What's best about the film is the women. Kar Wai Wong yet again has a powerful cast and he's given all of his women haunting scenes to play and a loving camera to play them to. They're all every bit as excellent as Leung, who's almost a kind of template or framework for these other women's stories. That's not true, obviously, since the film's much more about what nearly happened but didn't. Thus Leung is, despite appearances, indispensable. Take all the men out of the picture and you'd be left with no regrets, pain or wasted opportunities. (In this film, that's not an exaggeration, but simply true.)
It's also, sort of, a stealth Christmas movie. We keep visiting different 24 Decembers, although of course this doesn't mean so much in Hong Kong.

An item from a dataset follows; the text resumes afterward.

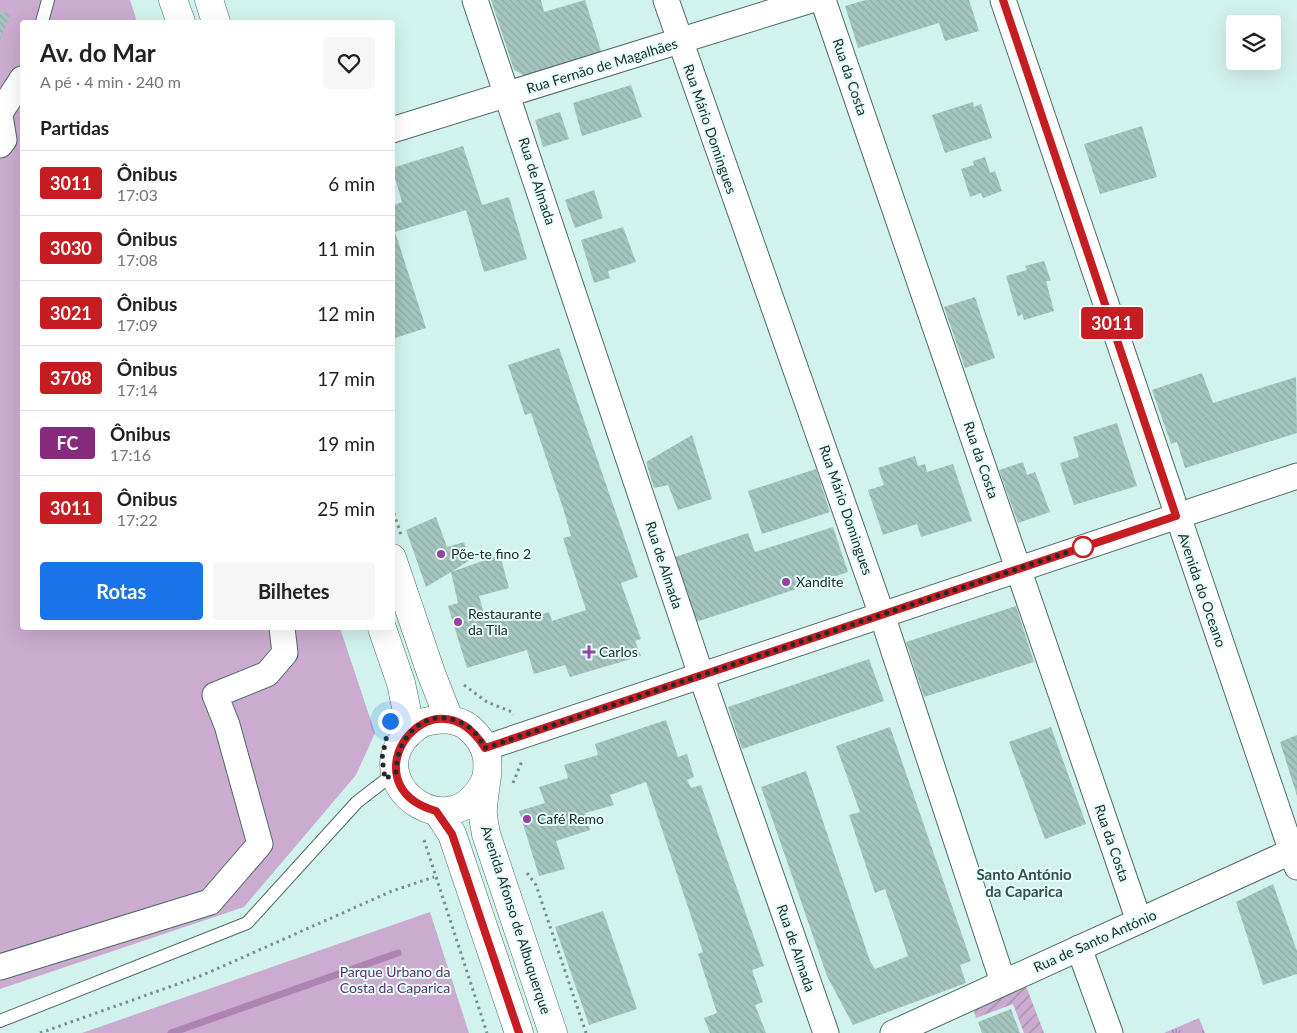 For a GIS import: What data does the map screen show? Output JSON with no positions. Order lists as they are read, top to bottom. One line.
{"streets":{"main road":["Avenida Afonso de Albuquerque"],"street":["Rua Fernão de Magalhães","Rua da Costa","Rua Mário Domingues","Rua de Almada","Avenida do Oceano","Rua de Santo António"]},"crossings":[["Rua Fernão de Magalhães","Rua Mário Domingues"],["Rua Fernão de Magalhães","Rua de Almada"],["Rua da Costa","Rua de Santo António"],["Rua Mário Domingues","Rua de Santo António"],["Avenida do Oceano","Rua de Santo António"]],"districts":["Santo António da Caparica"],"parks":["Parque Urbano da Costa da Caparica"],"places":{"other":["Põe-te fino 2","Xandite","Restaurante da Tila","Café Remo"],"health":["Carlos"]},"lines":["bus line 3011"],"page":{"on_map":"3011","heading":[["Av. do Mar","A pé · 4 min · 240 m"],"Partidas"],"list":[{"mark":"3011","name":"Ônibus","note":"17:03","value":"6 min"},{"mark":"3030","name":"Ônibus","note":"17:08","value":"11 min"},{"mark":"3021","name":"Ônibus","note":"17:09","value":"12 min"},{"mark":"3708","name":"Ônibus","note":"17:14","value":"17 min"},{"mark":"FC","name":"Ônibus","note":"17:16","value":"19 min"},{"mark":"3011","name":"Ônibus","note":"17:22","value":"25 min"}],"buttons":["Rotas","Bilhetes"]}}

Did I like the film? Hell, no. Admittedly I didn't hate it as much as Days of Being Wild, but I had almost no emotional involvement and I'd have stood up and cheered had Ziyi Zhang pushed Tony Leung out of a window. It's obviously a wonderful artistic achievement, but I also don't think it works. Admire the cinematography. Be impressed by some of the finest actors in Asia getting their teeth into much subtler, richer material than anyone usually gets. I can at least understand the rapturous praise from many (but not all) quarters, but I'm afraid on this occasion I won't be joining in. I'll be surprised if I ever find myself watching any more Kar Wai Wong, talented though he is.
"Most of her affairs ended badly, but she didn't mind. She liked sad endings."